● WORK REQUIRED
Which lines in the records below contain the word "reading"? Copy each of them.

● DATA FOR THIS TASK
-=-=-=-=-

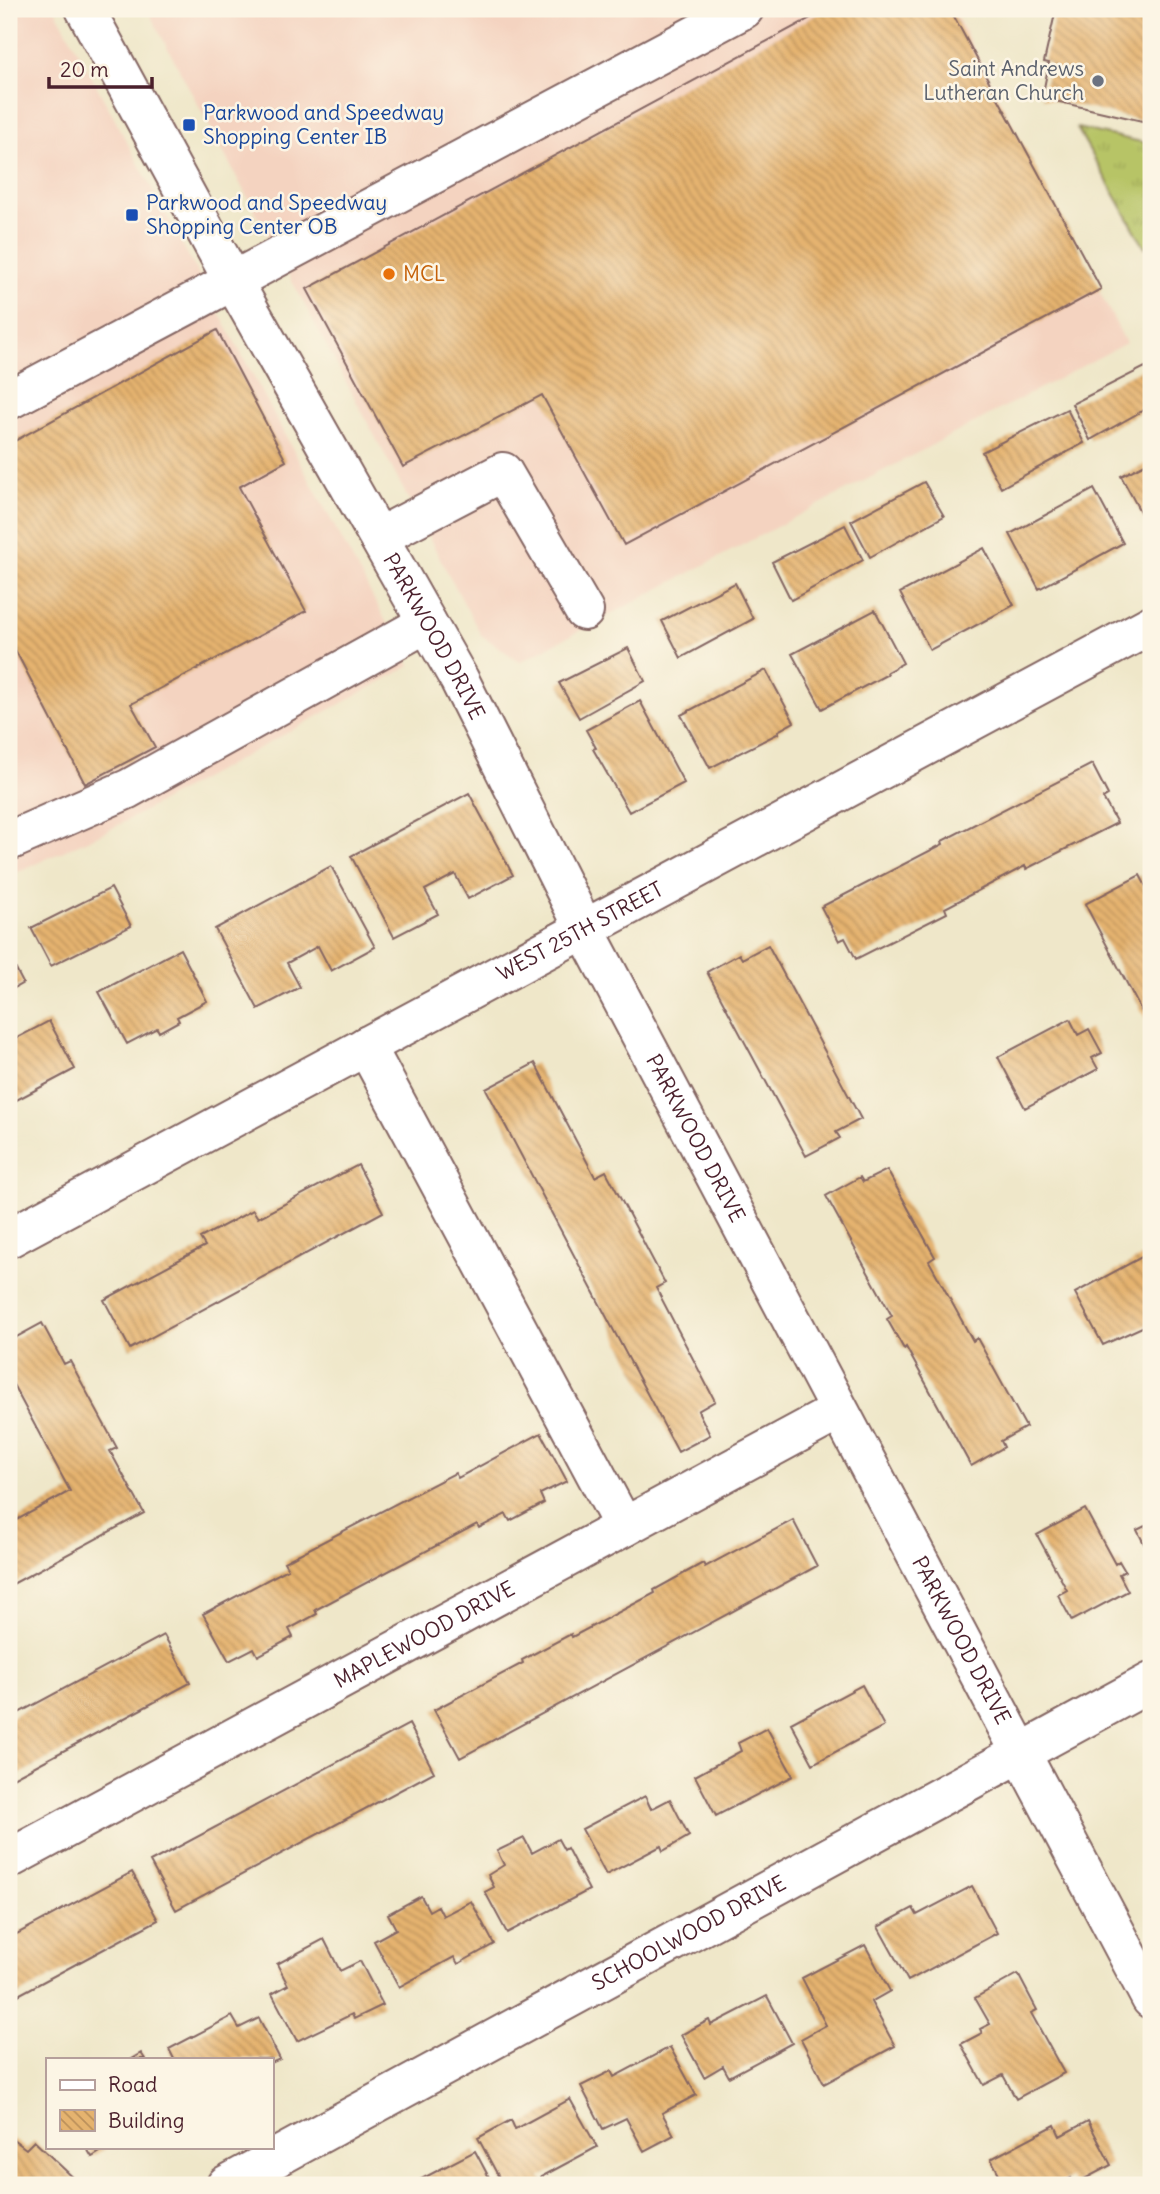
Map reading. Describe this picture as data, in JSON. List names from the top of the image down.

-=-=-=-=-

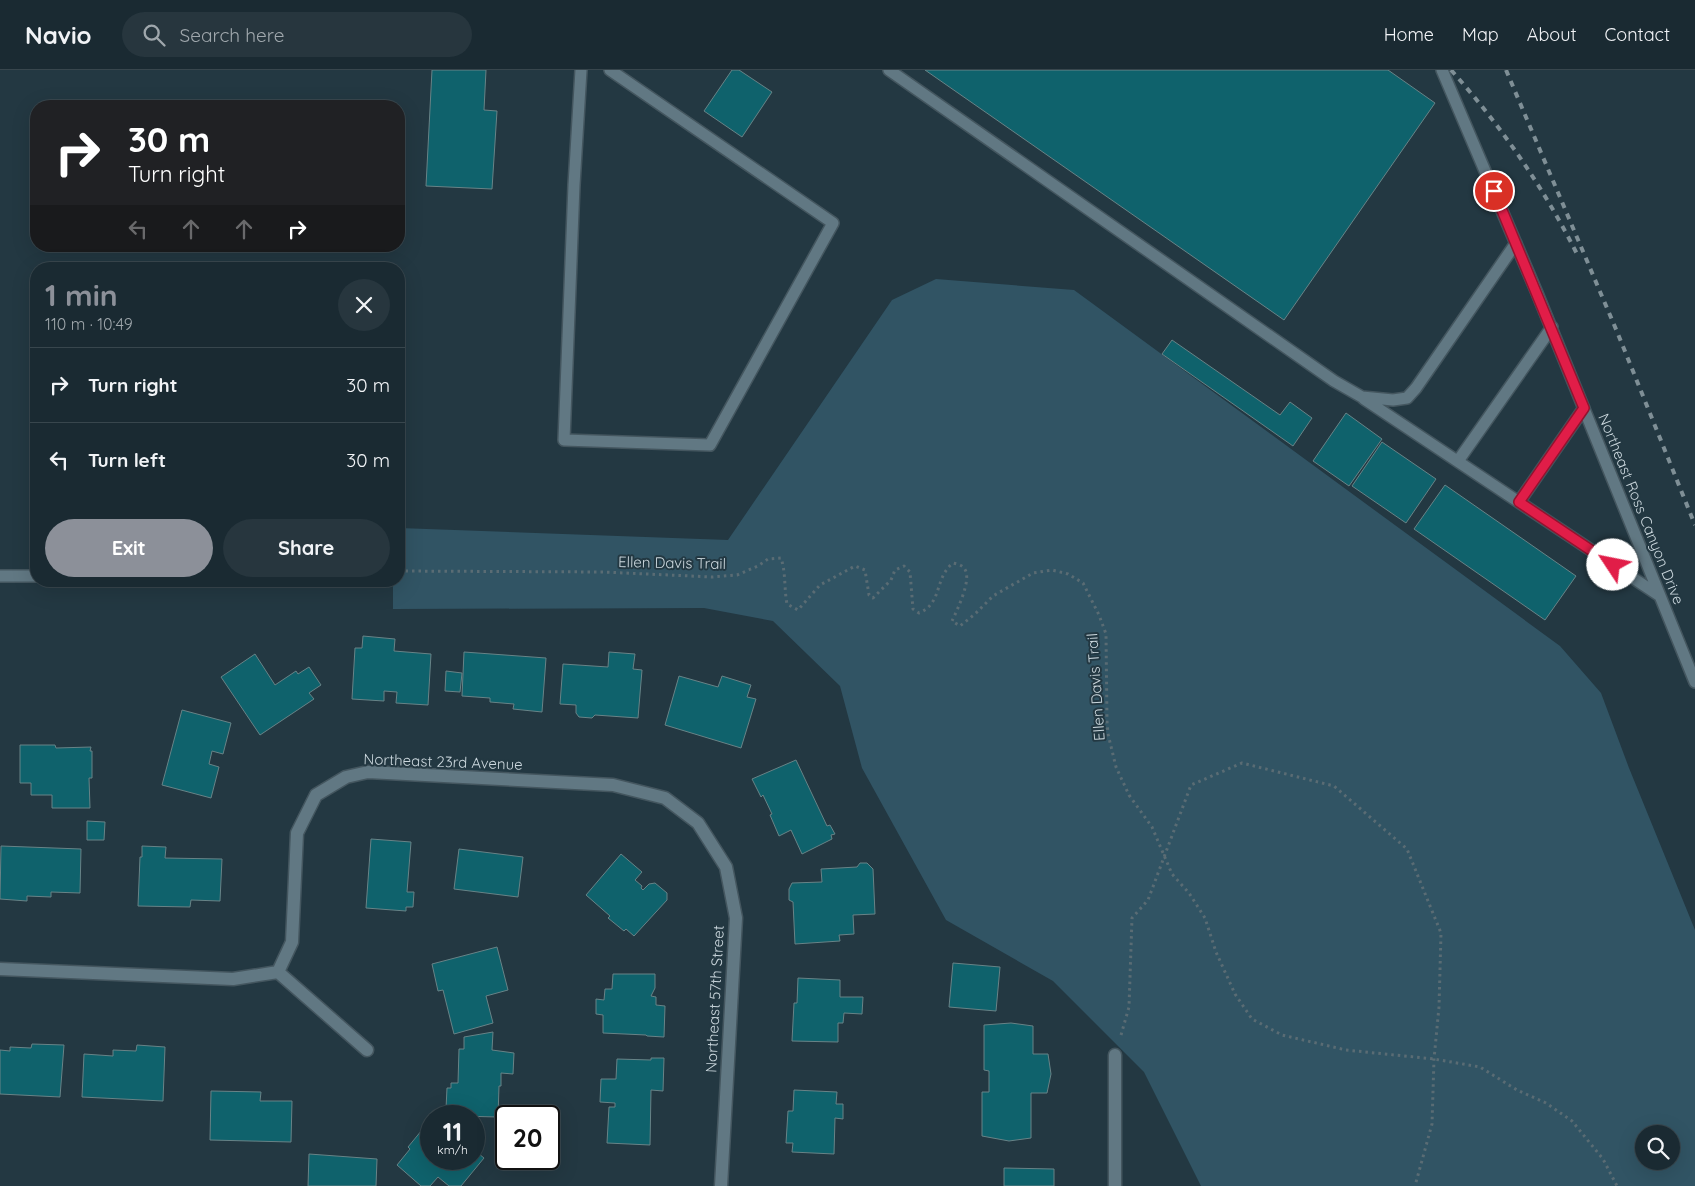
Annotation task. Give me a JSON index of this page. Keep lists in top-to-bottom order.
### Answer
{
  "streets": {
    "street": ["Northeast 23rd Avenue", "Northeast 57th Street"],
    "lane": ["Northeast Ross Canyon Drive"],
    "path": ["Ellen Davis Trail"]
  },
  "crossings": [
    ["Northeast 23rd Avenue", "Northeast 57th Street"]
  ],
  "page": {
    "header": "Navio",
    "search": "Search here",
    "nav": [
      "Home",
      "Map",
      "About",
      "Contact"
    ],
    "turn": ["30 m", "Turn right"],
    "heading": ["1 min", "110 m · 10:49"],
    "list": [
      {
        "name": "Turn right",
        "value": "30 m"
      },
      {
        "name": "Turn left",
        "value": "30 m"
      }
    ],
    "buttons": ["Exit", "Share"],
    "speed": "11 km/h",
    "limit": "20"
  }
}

-=-=-=-=-

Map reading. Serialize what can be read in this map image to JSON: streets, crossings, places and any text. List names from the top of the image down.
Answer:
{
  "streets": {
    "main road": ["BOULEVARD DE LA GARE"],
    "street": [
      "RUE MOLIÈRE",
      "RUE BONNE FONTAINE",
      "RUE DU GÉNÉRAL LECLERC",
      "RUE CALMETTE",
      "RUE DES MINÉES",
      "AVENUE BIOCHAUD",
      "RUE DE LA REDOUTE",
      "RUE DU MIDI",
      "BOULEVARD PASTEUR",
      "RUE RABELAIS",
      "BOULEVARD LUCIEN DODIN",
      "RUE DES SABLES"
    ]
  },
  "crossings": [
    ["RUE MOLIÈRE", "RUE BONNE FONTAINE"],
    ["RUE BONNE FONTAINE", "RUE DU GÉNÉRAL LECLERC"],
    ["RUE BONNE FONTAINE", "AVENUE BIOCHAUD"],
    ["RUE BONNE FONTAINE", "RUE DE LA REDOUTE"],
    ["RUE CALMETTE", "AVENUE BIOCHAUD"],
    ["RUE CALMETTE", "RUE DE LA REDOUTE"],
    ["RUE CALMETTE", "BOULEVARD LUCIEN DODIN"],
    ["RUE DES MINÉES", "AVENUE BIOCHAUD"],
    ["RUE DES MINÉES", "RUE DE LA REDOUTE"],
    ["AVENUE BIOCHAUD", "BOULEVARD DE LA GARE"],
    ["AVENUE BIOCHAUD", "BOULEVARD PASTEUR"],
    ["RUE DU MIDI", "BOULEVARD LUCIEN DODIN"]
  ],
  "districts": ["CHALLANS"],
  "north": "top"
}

-=-=-=-=-

● RESULT BELOW
Map reading. Describe this picture as data, in JSON. List names from the top of the image down.
Map reading. Serialize what can be read in this map image to JSON: streets, crossings, places and any text. List names from the top of the image down.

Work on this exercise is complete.